Celia Posada1, Carlos Feal1, Arunzazu García-Cruz1, Victoria Álvarez2, Monica Álvarez3 and Manuel J. Cruces1
Departments of 1Dermatology, 2Gastroenterology, and 3Pathology, Complexo Hospitalario de Pontevedra, C/ Loureiro Crespo 2, ES-36001 Pontevedra, Spain. E-mail: firstname.lastname@example.org
Accepted January 26, 2009.
Hepatorenal syndrome (HRS) is defined as a functional renal failure complicating end-stage cirrhosis. Its prognosis is very poor, liver transplantation being the only definitive treatment. During recent years, vasoactive agents such as terlipressin have been used as a bridge to transplantation (1–6). Terlipressin is currently licensed for the management of acute variceal bleeding (3, 6), but its effects on survival outcomes in HRS are still undefined (4). Only case reports and small series are available, but the results are promising and suggest terlipressin as an efficacious and safe choice (1, 2, 4).
We report here a case of a 39-year-old man with a medical history of alcoholic cirrhosis, who was admitted to the gastroenterology department on account of ascites and high acute digestive bleeding secondary to double antral ulcer, which resolved after endoscopic treatment. There was no evidence of oesophageal varices or any signs of encephalopathy. Laboratory tests revealed severe secondary anaemia and leucocytosis with neutrophilia, but complementary tests disclosed infection. High levels of creatinine were also remarkable. Diagnosis of HRS was made and terlipressin therapy was administered intravenously (0.5 mg/4 h). The renal failure then improved slightly. However, 48–72 h after the start of vasoactive therapy, the patient suffered from cyanosis and pain in the acral areas and purpuric lesions appeared on the lower legs. These cutaneous lesions evolved rapidly into large necrotizing areas, presenting as a livedoid pattern involving the entire surface of the lower extremities (Fig. 1). Cutaneous biopsy revealed necrosis of epidermis and upper dermis, with haemorrhage and epidermal detachment. There was no evidence of thrombi or vasculitic signs in the dermal vessels. A scanty non-specific inflammatory infiltrate was present (Fig. 2). Despite lowering the dose of terlipressin, and subsequent drug withdrawal, the cutaneous lesions remained invariable. No study of the arterial circulation was made, apart from physical examination, which showed present and symmetrical pulses. Arteriography, the gold standard test, could not be performed due to the acute renal failure. The patient died a few days later secondary to recurrent digestive bleeding and impairment of renal function in the context of hepatic failure. No autopsy was performed.

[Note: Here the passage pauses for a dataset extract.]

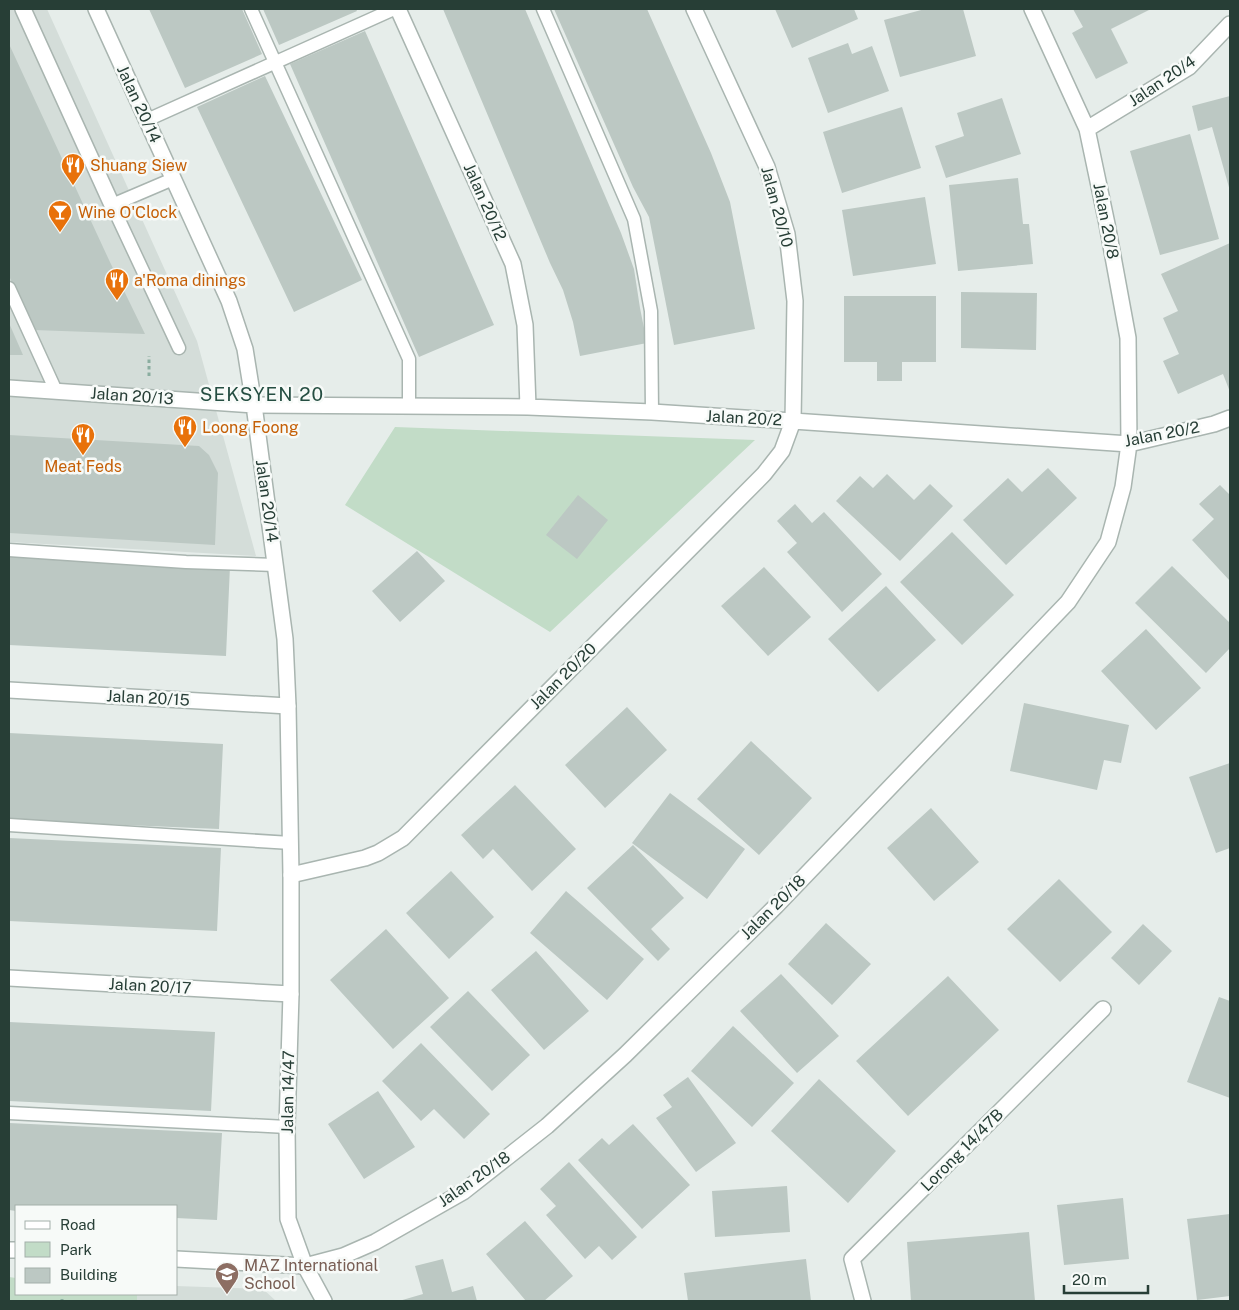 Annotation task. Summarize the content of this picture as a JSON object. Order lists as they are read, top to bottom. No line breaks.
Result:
{"streets":{"street":["Jalan 20/4","Jalan 20/14","Jalan 20/12","Jalan 20/10","Jalan 20/8","Jalan 20/13","Jalan 20/2","Jalan 20/20","Jalan 20/15","Jalan 20/18","Jalan 20/17","Jalan 14/47","Lorong 14/47B"]},"crossings":[["Jalan 20/4","Jalan 20/8"],["Jalan 20/14","Jalan 20/13"],["Jalan 20/14","Jalan 20/2"],["Jalan 20/14","Jalan 20/20"],["Jalan 20/14","Jalan 20/15"],["Jalan 20/14","Jalan 14/47"],["Jalan 20/12","Jalan 20/2"],["Jalan 20/10","Jalan 20/2"],["Jalan 20/10","Jalan 20/20"],["Jalan 20/8","Jalan 20/2"],["Jalan 20/8","Jalan 20/18"],["Jalan 20/13","Jalan 20/2"],["Jalan 20/2","Jalan 20/20"],["Jalan 20/2","Jalan 20/18"],["Jalan 20/20","Jalan 14/47"],["Jalan 20/18","Jalan 14/47"],["Jalan 20/17","Jalan 14/47"]],"districts":["SEKSYEN 20"],"places":{"restaurant":["Shuang Siew","a'Roma dinings","Loong Foong","Meat Feds"],"bar":["Wine O'Clock"],"school or university":["MAZ International School"]},"legend":["Road","Park","Building"],"scale_bar":"20 m"}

Fig. 1. Large purpuric lesions presenting as a livedoid pattern involving the patient’s thigh.
Fig. 2. Necrosis of epidermis and upper dermis, with haemorrhage and epidermal detachment. Dermal vessels were not involved, and there was no evidence of thrombi or vasculitic changes (haematoxylin and eosin ×200).

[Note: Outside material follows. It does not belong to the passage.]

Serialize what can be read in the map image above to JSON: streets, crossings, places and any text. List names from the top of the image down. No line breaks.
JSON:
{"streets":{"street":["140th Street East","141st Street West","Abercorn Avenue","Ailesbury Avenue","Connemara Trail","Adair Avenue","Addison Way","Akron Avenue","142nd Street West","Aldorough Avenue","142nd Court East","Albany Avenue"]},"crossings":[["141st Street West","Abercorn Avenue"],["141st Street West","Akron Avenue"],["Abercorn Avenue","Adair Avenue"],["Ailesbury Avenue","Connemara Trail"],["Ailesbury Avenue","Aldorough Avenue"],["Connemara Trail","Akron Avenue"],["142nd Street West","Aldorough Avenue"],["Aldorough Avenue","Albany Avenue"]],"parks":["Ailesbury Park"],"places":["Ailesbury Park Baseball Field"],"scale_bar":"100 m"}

The use of vasoconstrictor agents for HRS may be complicated by ischaemic side-effects. Its use is not recommended in patients with a medical history of ischaemic diseases (1).

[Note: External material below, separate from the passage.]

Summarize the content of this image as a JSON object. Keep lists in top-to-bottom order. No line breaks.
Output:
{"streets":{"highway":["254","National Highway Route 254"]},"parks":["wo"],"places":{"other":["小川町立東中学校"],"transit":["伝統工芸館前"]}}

Terlipressin is a non-selective V1 vasopressin analogue (2, 3). Compared with vasopressin and other analogues, it is known to have similar vasoconstricting potency but much less severe ischaemic complications (3–5, 7). Case reports and small series published in the literature since 1990 have reported the use of terlipressin for the treatment of HRS with good outcomes and low risk of adverse effects. Incidence of secondary ischaemic events in HRS differs depending on series from 5% to 29% (1, 2, 8, 9). Significantly, a recent meta-analysis revealed that no permanent interruption of terlipressin was needed because of intolerance (1).
Undesirable effects are usually mild and disappear by lowering the dose of the drug, i.e. paleness, acral cyanosis, abdominal pain, diarrhoea, headache and self-limiting cardiac arrhythmias. However, serious ischaemic events, such as skin necrosis involving the extremities, scrotum, penis or abdominal skin have been documented (1–3, 5, 6, 8, 9). Obesity, venous insufficiency and spontaneous bacterial peritonitis have been proposed as possible risk factors for the development of ischaemic cutaneous complications (3, 5).
Our patient did not have a medical history of ischaemic disease and, at physical examination, he was not obese and showed no signs of venous insufficiency. Repeated negative ascitic cultures ruled out a spontaneous bacterial peritonitis. The doses of terlipressin administered were low. This case is of clinical importance due to the large area of cutaneous necrosis and its rapid occurrence, without resolution after terlipressin withdrawal.
In conclusion, we report here a new case of cutaneous necrosis secondary to terlipressin therapy for management of HRS. Although rare, we must bear in mind the possibility of ischaemic complication of terlipressin.
The authors declare no conflict of interest.